The Archer of the Forest said...

The prison one is the only one that stands out to me because its off the chart.

There is also an error in the Math skills column, as there are a few countries with lower numbers that are not in the ominous blood red category. Even then its not like the best of the best are really that much statistically better, particular if you factor in some of the best countries don't test all their students across the board. Many countries funnel what we call "vocational ed" students into special vocational schools that that do not given the variety standardized testing.

I would also note that this is a pretty cherry picked list, as most of the countries are 1st world countries, which makes out average life expectancy look awful good. South Africa, Mexico, and Brazil aren't even on there.

I'm also curious how they label us as not the best in terms of democracy, and would also quibble over the unemployment rates, particularly in Western Europe. The way Europe has created socialized economies, all unskilled labor has been forced to flee those countries to look for work.

I would also somewhat quibble over the income inequality. Some of those "best countries" are either everybody's poor or else anyone with an income over $500,000 are taxed so highly that the government takes every single dime you earn over a million. And yet its those countries that have the highest level of democratic representation.

I question this graph. It's pretty squishy.

caheidelberger said...

I don't think it's squishy to compare us to other "First World" countries and see how we stack up. If we have to compare ourselves to Mexico to make ourselves look good, we aren't fulfilling the American dream. The wide range of categories in which we rank far from #1 suggests we are from from exceptional.

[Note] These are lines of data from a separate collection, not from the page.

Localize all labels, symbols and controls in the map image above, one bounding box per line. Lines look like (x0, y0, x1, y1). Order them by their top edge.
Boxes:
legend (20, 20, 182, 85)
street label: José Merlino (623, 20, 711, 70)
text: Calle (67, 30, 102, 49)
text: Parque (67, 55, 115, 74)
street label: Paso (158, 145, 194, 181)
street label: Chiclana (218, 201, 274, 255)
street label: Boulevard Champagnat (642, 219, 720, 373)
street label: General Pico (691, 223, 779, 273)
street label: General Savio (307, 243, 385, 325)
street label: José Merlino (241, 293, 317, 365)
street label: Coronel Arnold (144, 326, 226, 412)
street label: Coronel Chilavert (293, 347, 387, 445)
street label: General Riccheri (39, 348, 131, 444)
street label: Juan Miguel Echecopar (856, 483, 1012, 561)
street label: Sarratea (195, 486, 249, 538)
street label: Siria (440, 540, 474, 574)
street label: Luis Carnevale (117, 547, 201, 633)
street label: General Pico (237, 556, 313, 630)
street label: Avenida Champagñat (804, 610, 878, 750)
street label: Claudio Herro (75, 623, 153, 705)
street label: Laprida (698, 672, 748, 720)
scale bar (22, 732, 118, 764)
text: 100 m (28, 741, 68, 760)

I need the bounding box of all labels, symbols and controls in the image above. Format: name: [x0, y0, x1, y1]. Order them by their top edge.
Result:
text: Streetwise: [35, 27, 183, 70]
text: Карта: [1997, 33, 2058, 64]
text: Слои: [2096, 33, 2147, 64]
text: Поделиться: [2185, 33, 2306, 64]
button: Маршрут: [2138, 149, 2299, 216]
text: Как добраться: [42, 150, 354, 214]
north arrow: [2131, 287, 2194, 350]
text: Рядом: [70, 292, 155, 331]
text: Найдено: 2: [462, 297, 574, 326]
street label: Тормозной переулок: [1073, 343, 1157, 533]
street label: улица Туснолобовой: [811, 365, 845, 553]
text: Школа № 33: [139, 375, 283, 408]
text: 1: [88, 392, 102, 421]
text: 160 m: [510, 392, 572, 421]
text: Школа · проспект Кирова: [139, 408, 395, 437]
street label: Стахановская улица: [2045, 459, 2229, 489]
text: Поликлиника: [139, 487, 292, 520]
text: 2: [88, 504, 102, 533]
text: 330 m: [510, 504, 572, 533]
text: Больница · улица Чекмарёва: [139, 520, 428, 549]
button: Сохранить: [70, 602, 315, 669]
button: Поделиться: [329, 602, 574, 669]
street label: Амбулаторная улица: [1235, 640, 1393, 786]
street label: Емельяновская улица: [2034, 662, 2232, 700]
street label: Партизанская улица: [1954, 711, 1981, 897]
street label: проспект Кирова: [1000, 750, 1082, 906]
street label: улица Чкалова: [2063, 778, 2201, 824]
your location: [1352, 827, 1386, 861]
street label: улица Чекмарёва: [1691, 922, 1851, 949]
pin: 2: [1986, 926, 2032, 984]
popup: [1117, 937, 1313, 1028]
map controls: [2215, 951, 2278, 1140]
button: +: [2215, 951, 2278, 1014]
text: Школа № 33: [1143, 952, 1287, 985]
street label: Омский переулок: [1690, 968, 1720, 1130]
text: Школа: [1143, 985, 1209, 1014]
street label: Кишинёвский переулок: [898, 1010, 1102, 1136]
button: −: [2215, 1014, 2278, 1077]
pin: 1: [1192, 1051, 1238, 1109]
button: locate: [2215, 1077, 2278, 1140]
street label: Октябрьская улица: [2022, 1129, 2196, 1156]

The Archer of the Forest said...

Some of these are not first world countries though. That's my point. This chart seemed to be skewed on that. Malta and Singapore but not China or South Africa? Anytime numbers an d statistics are getting thrown around (particularly very bizarre standards like 'Level of Democracy' and 'Global Wellbeing Index' that can be easily manipulated to say whatever you want them to say, you need as large a sampling as possible.

caheidelberger said...

Why not include Malta and Singapore? Both are relatively modernized and industrialized, probably closer to the U.S. in overall development that China and South Africa. I'd look at it this way: there isn't a nation on this list we shouldn't be able to beat.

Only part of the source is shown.